Church State and Toll


Church State and Toll

Originally published in issue 43 of Tollroads Newsletter, which came out in Oct 1999.

Page:5

Subjects:chaplains

Facilities:MDTA

Agencies:MDTA

Locations:ND

Maryland’s Transp Auth (MDTA) is inducting three chaplains into a new MDTA police chaplain program, according to a press release Oct 25. At a MDTA ceremony Oct 19 three chaplains were signed up, with responsibilities to notify families of fatal accident victims and provide comfort, support and “spiritual guidance.” The three are already fulltime members of the MDTA Police unit, which consists of 385 officers (If you rob a Baltimore toll booth, there’s a force about the size of New Zealand’s armed forces that’ll come after you!) They won’t get any special pay for their accident counselling. The officers inducted as MDTA chaplains represent three protestant groups, the Church of Annunciation, the Evangelical Union Church, and the Church of God.

Aren’t there a bunch of Catholics, Jews, Muslims, and the occasional Bhuddist, Mormon, Methodist, Quaker, Episcopalian or Hindu out there on MD toll facilities suffering the occasional unfortunate fatal accident? Aren’t they entitled to a MDTA priest, rabbi, minister or whatnot, we asked MDTA? They’d have to think about that. Before long the MDTA police will all be men and women of the cloth representing the multitude of America’s different religious orders so the right brand of spiritual guidance is available to those struck by tragedy on MD’s tollways. And at some point won’t someone ask if a state toll agency inducting chaplains officially doesn’t create a problem with the first amendment of the US Constitution barring “establishment of religion.”

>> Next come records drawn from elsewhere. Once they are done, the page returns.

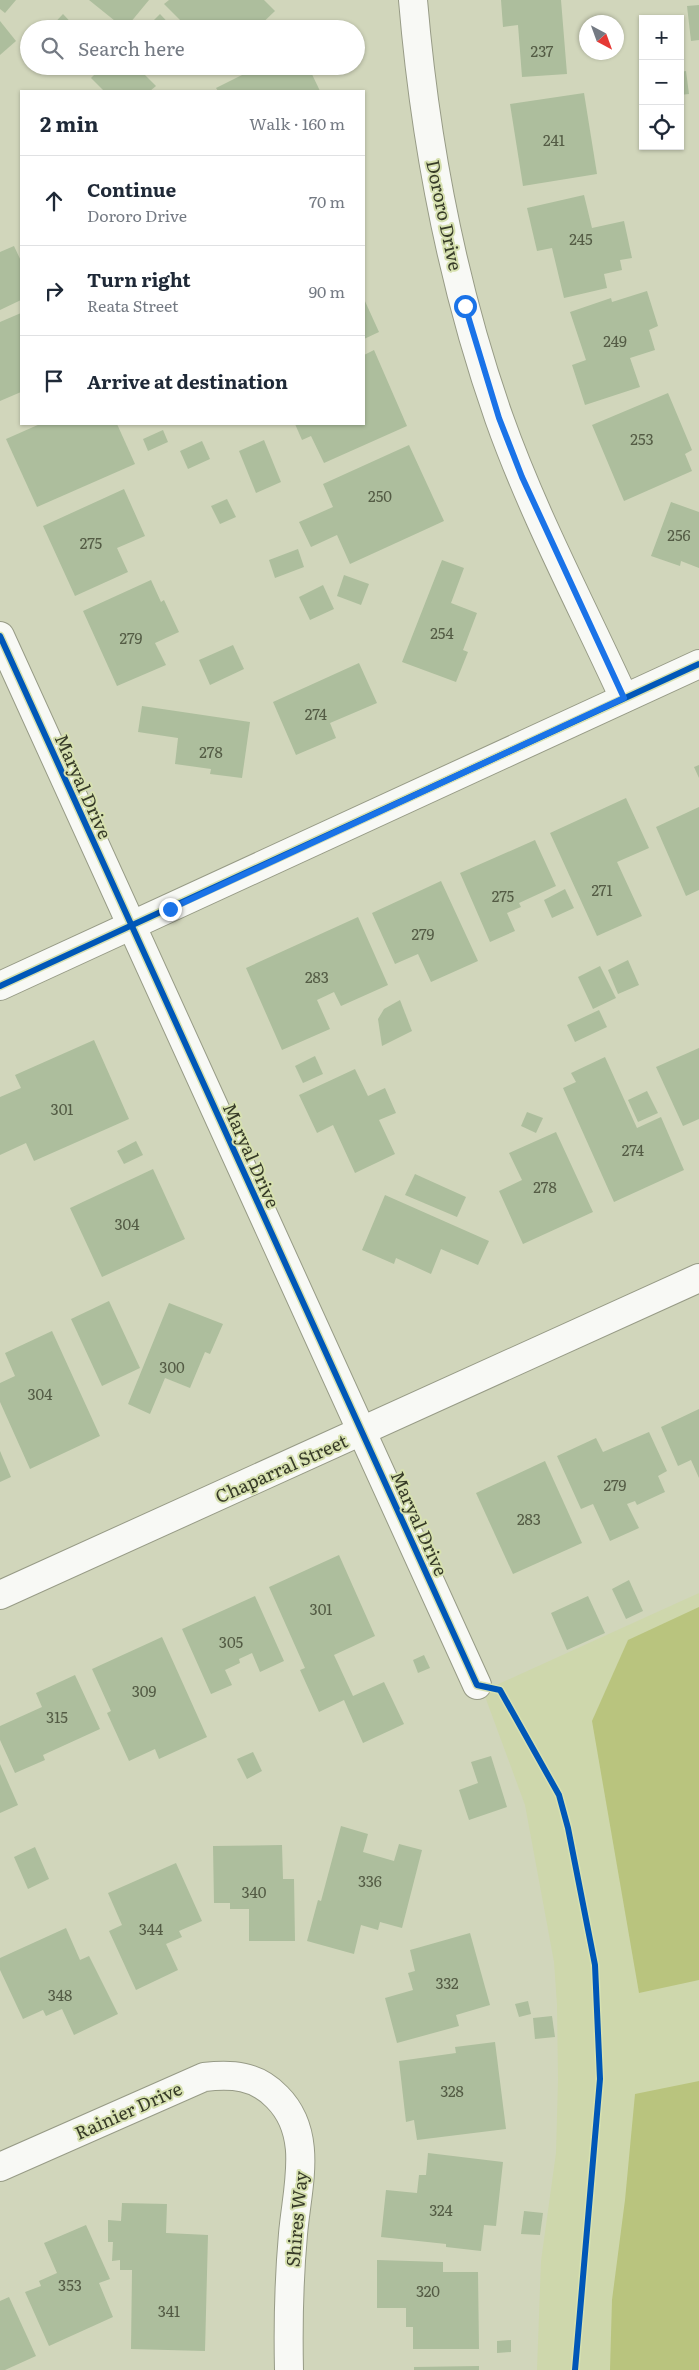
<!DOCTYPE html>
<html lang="en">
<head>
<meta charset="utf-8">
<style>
  :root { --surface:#fff; --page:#f6f6f7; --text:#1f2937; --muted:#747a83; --line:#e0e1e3 }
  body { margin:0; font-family:Literata,serif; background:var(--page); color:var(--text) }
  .controls { position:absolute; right:15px; top:15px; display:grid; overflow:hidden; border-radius:0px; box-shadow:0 1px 4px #0004 }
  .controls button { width:45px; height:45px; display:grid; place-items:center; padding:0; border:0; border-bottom:1px solid var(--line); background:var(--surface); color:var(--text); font:25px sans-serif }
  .compass { position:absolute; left:579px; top:15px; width:45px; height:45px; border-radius:50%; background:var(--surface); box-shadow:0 1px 4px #0004; rotate:139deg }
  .stop { position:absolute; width:15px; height:15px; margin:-11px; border:4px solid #1a73e8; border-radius:50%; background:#fff }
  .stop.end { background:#1a73e8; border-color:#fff; box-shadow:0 1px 5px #0008 }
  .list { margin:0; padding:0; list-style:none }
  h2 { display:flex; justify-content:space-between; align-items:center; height:65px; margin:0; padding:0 20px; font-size:21px }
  h2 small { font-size:16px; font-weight:400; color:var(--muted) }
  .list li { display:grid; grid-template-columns:32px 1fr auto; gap:15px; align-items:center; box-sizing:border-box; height:90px; padding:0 20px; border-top:1px solid var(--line) }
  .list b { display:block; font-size:19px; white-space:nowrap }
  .list p { margin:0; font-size:16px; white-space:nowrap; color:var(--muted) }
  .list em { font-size:16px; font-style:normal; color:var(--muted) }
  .icon { flex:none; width:28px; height:28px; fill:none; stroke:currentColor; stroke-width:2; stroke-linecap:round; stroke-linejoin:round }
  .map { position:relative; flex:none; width:699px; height:2370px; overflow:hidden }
  .search { position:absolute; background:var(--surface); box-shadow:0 1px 4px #0004; left:20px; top:20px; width:345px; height:55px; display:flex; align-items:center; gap:12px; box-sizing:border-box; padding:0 18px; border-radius:28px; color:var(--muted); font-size:19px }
  .panel { position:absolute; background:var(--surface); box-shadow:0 1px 4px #0004; left:20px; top:90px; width:345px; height:335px; border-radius:0px }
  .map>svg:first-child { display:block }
  .built { fill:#ced7ac }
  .green { fill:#b9c47e }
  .building { fill:#adbe9d }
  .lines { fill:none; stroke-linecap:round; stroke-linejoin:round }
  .minor-casing { stroke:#979b86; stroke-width:30 }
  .tertiary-casing { stroke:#979b86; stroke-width:30 }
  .minor { stroke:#f8f9f5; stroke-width:28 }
  .tertiary { stroke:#f8f9f5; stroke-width:28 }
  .cycleway-casing { stroke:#d7e1b0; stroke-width:9 }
  .cycleway { stroke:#0057b8; stroke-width:6 }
  .route { stroke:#1a73e8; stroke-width:6 }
  .labels { text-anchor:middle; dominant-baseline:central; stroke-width:4; stroke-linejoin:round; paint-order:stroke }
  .number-label { font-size:15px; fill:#545c45 }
  .street-label { font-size:18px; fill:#373b28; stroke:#d7e1b0 }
</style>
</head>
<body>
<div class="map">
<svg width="699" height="2370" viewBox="0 0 699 2370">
  <rect width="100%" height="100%" fill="#d1d6bb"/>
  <path class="built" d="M699,1593V2370H537L541,2261L556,2153L558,2080L557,2005L554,1962L525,1805L483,1691Z"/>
  <g class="green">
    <path d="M699,1607V1980L639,1993L592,1721L628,1640Z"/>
    <path d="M699,2081V2370H610L612,2300L625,2200L635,2094Z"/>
  </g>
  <g class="building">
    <path d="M0,0H16L5,13L0,9Z"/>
    <path d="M89,0H149L125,29Z"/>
    <path d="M169,0H264L275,11L256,29H189L164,4Z"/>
    <path d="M501,0H561L567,74L522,77L518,25L503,27Z"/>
    <path d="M699,5V40L691,41L687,6Z"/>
    <path d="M63,14L77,29H49Z"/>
    <path d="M160,14L174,29H145Z"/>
    <path d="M0,21L16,41L0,55Z"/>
    <path d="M103,66H136L156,86L150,91H104L91,78Z"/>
    <path d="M260,66H308L320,91H218L216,88Z"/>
    <path d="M686,71L689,94L680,95V72Z"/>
    <path d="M584,93L597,174L523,186L510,104Z"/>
    <path d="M584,195L592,228L624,221L632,258L620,260L622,270L604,274L607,288L564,298L552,248L537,251L527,208Z"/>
    <path d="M14,246L21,261V300L0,310V252Z"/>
    <path d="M647,291L658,326L649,330L655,350L630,358L640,387L585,405L572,365L586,360L570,312L611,298L612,302Z"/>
    <path d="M364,299L379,332L364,339Z"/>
    <path d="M21,313V392L0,401V322Z"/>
    <path d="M374,350L407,426L324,463L311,436L302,440L295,424H364V355Z"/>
    <path d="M668,393L692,450L685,454L692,471L624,501L592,425Z"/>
    <path d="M40,424H117L135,464L37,507L6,439Z"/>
    <path d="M163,430L168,442L148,451L143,439Z"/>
    <path d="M264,440L281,482L256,493L239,451Z"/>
    <path d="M202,441L210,459L188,469L180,451Z"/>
    <path d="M409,445L444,521L350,564L337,535L311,547L299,522L333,507L323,484Z"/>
    <path d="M124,489L145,536L117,548L128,572L75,596L43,526Z"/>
    <path d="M227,499L236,517L220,524L211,506Z"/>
    <path d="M671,502L699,512V568L681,561L680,566L651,556Z"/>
    <path d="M298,549L304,567L275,578L269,560Z"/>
    <path d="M442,560L464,568L451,603L477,613L463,650L468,652L456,682L402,662Z"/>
    <path d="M344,575L369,584L361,605L337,596Z"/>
    <path d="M151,580L161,602L164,600L179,632L155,643L166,665L117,686L83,611Z"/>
    <path d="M323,585L334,609L310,620L299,597Z"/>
    <path d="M233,645L244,669L210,685L199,660Z"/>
    <path d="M359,663L377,703L330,723L336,738L296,755L273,702Z"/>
    <path d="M142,706L250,722L242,778L210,774L211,769L175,764L178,738L138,732Z"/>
    <path d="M699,765V778L694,767Z"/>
    <path d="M626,798L649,848L617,862L642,916L597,936L550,833Z"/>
    <path d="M699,807V890L686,896L656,827Z"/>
    <path d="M535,840L556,886L519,903L521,907L507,913L515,931L490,942L460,873Z"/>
    <path d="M441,881L478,961L431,982L418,954L395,964L372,913Z"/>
    <path d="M565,889L574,908L552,918L544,900Z"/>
    <path d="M358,917L388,985L341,1006L334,992L317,1000L330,1029L282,1050L246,968Z"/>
    <path d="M628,960L639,985L618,994L608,970Z"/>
    <path d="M600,966L616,998L593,1009L578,977Z"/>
    <path d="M400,1000L412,1031L382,1046L378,1019L384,1009Z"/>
    <path d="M599,1010L607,1027L575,1042L567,1025Z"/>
    <path d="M94,1040L129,1119L34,1161L26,1143L0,1155V1097L21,1088L15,1075Z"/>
    <path d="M699,1048V1119L683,1126L656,1067Z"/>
    <path d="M315,1056L323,1074L303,1083L295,1066Z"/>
    <path d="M605,1057L637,1128L661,1117L684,1170L614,1202L563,1088L576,1082L571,1073Z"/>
    <path d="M355,1069L368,1096L385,1088L396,1113L379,1120L395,1154L355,1173L333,1125L317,1133L299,1095Z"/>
    <path d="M647,1091L658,1113L638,1122L628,1100Z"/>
    <path d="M527,1112L543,1118L536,1133L521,1126Z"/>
    <path d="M556,1132L593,1212L523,1244L499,1191L522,1180L509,1153Z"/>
    <path d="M136,1141L143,1155L124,1164L117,1151Z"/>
    <path d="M153,1169L185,1239L102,1277L70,1208Z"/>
    <path d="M415,1174L466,1197L457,1217L405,1195Z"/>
    <path d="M385,1195L489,1241L478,1265L441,1249L431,1274L396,1258L394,1264L362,1250Z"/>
    <path d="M109,1301L140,1368L102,1386L71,1319Z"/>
    <path d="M169,1303L223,1324L210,1354L205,1352L190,1388L165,1378L150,1414L128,1404Z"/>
    <path d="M52,1331L100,1436L30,1469L0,1402V1383L15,1376L5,1353Z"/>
    <path d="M699,1409V1478L691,1460L678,1466L661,1427Z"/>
    <path d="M649,1432L667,1471L658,1476L665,1492L637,1505L635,1501L627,1504L639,1528L610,1541L593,1504L581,1509L557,1456L596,1438L603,1452Z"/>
    <path d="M0,1451L11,1477L0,1482Z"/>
    <path d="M545,1461L582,1543L513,1574L476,1493Z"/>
    <path d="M339,1555L375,1636L334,1655L353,1696L384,1682L404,1724L363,1743L344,1700L319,1712L300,1670L305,1668L269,1587Z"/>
    <path d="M629,1580L643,1611L626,1619L612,1589Z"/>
    <path d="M255,1596L284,1661L260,1672L252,1653L239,1659L240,1663L225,1670L232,1685L211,1694L182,1629Z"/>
    <path d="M588,1596L605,1633L567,1650L551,1613Z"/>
    <path d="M162,1637L207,1737L159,1759L155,1749L129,1761L107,1713L111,1711L92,1669Z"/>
    <path d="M424,1655L430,1668L418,1673L413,1660Z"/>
    <path d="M75,1675L100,1729L43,1755L45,1760L15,1773L0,1740V1726L42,1707L36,1693Z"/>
    <path d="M253,1752L262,1771L247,1779L237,1759Z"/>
    <path d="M491,1756L507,1807L469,1820L459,1790L478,1783L471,1762Z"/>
    <path d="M0,1764L18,1805L0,1813Z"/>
    <path d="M341,1826L368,1834L363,1852L394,1861L399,1844L422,1850L402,1928L380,1922L378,1930L361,1925L354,1954L307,1941L318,1900L321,1901Z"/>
    <path d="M282,1845L283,1879H294L295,1941H249V1909H230V1903H214L213,1846Z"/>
    <path d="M35,1847L49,1879L28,1889L14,1857Z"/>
    <path d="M176,1863L202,1921L179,1931L182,1937L166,1944L178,1970L136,1990L109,1931L122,1925L108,1893Z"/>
    <path d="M66,1928L80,1960L89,1956L118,2014L74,2035L62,2009L46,2016L43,2010L23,2019L0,1970V1958Z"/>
    <path d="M470,1933L490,2005L456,2015L459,2026L397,2043L385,1998L413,1990L408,1973L415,1971L410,1950Z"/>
    <path d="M528,2001L531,2014L519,2017L515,2004Z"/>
    <path d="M552,2016L555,2037L535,2039L533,2018Z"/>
    <path d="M495,2042L506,2129L417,2140L414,2120L406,2122L399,2061L456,2053L455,2047Z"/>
    <path d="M428,2153L503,2162L496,2226L484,2225L481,2251L446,2247V2244L381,2237L386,2190L417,2193L419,2175H426Z"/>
    <path d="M122,2203L167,2204L166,2233L208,2235L205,2351L131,2349L132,2270H120V2260L112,2261L113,2242H108V2220L121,2221Z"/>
    <path d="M524,2211L543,2213L540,2235L521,2234Z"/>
    <path d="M86,2225L110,2279L99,2283L113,2317L49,2346L25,2292L41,2286L39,2281L57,2273L44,2243Z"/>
    <path d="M377,2260L443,2262V2272H478L479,2349H413V2327H406V2308H377Z"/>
    <path d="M9,2297L36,2356L5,2370H0V2301Z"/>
    <path d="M511,2340V2352L497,2353V2341Z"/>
    <path d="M479,2366V2370H414V2367Z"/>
  </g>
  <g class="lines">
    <defs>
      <g id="minor">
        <path d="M413,0C425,142 452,284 499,418C533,514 582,606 624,698"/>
        <path d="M0,636L477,1685"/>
        <path d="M0,986L699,664"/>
        <path d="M0,2167L204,2077C232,2074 256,2075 277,2097C314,2134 297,2187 293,2234C289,2279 288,2325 289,2370"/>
      </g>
      <path id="tertiary" d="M0,1595L699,1278"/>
    </defs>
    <use href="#minor" class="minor-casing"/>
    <use href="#tertiary" class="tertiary-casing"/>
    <use href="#minor" class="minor"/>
    <use href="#tertiary" class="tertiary"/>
    <defs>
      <g id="cycleway">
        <path d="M0,636L477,1685L500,1690L559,1795L568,1828L595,1965L600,2079L575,2370"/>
        <path d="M0,986L699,664"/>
      </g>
    </defs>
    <use href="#cycleway" class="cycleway-casing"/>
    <use href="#cycleway" class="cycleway"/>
  </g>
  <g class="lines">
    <path class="route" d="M170,909L624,698L522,477L499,418L465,306"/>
  </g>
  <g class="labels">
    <g class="number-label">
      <text x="542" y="50">237</text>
      <text x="554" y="139">241</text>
      <text x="581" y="238">245</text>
      <text x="615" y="340">249</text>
      <text x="642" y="438">253</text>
      <text x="380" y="495">250</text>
      <text x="679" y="534">256</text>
      <text x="91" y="542">275</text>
      <text x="442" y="632">254</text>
      <text x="131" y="637">279</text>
      <text x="316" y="713">274</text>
      <text x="211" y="751">278</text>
      <text x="602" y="889">271</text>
      <text x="503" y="895">275</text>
      <text x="423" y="933">279</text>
      <text x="317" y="976">283</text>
      <text x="62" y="1108">301</text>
      <text x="633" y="1149">274</text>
      <text x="545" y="1186">278</text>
      <text x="127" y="1223">304</text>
      <text x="172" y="1366">300</text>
      <text x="40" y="1393">304</text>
      <text x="615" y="1484">279</text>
      <text x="529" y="1518">283</text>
      <text x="321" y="1608">301</text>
      <text x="231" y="1641">305</text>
      <text x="144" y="1690">309</text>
      <text x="57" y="1716">315</text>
      <text x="370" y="1880">336</text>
      <text x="254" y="1891">340</text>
      <text x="151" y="1928">344</text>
      <text x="447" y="1982">332</text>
      <text x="60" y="1994">348</text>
      <text x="452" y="2090">328</text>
      <text x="441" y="2209">324</text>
      <text x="70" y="2284">353</text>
      <text x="428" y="2290">320</text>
      <text x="169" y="2310">341</text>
    </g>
    <g class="street-label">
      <text transform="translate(445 215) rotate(78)">Dororo Drive</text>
      <text transform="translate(84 786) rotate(66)">Maryal Drive</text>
      <text transform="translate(252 1155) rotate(66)">Maryal Drive</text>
      <text transform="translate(281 1468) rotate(-24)">Chaparral Street</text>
      <text transform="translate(420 1523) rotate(66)">Maryal Drive</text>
      <text transform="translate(128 2110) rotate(-24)">Rainier Drive</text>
      <text transform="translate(296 2219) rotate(-85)">Shires Way</text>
    </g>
  </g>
</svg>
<div class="controls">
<button>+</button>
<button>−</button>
<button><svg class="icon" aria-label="locate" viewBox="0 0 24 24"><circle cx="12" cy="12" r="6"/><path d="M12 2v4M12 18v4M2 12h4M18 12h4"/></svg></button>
</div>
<svg class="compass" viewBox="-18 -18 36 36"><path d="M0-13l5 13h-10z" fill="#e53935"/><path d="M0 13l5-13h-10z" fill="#747a83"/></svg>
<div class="stop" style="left:465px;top:306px"></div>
<div class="stop end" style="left:170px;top:909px"></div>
<div class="search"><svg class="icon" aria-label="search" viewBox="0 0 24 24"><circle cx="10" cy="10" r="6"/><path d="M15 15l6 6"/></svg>Search here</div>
<section class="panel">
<h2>2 min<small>Walk · 160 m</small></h2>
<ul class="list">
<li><svg class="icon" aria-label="ahead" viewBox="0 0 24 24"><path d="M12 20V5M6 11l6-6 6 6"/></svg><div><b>Continue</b><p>Dororo Drive</p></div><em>70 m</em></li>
<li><svg class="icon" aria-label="right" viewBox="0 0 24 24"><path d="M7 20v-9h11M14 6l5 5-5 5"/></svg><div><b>Turn right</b><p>Reata Street</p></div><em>90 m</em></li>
<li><svg class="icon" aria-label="arrive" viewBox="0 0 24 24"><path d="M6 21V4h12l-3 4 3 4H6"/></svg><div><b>Arrive at destination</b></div></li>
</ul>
</section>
</div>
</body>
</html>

Sounds a well-intentioned program, but one that could reap a heap of trouble for the MDTA. We’d guess the ACLU may already be considering a court case. [Incidentally the MDTA police force of 385 provides security services to the port of Baltimore and to the Baltimore-Washington Airport as well as to the 7 toll bridges, tunnels and the Kennedy Turnpike (I-95) of the state.]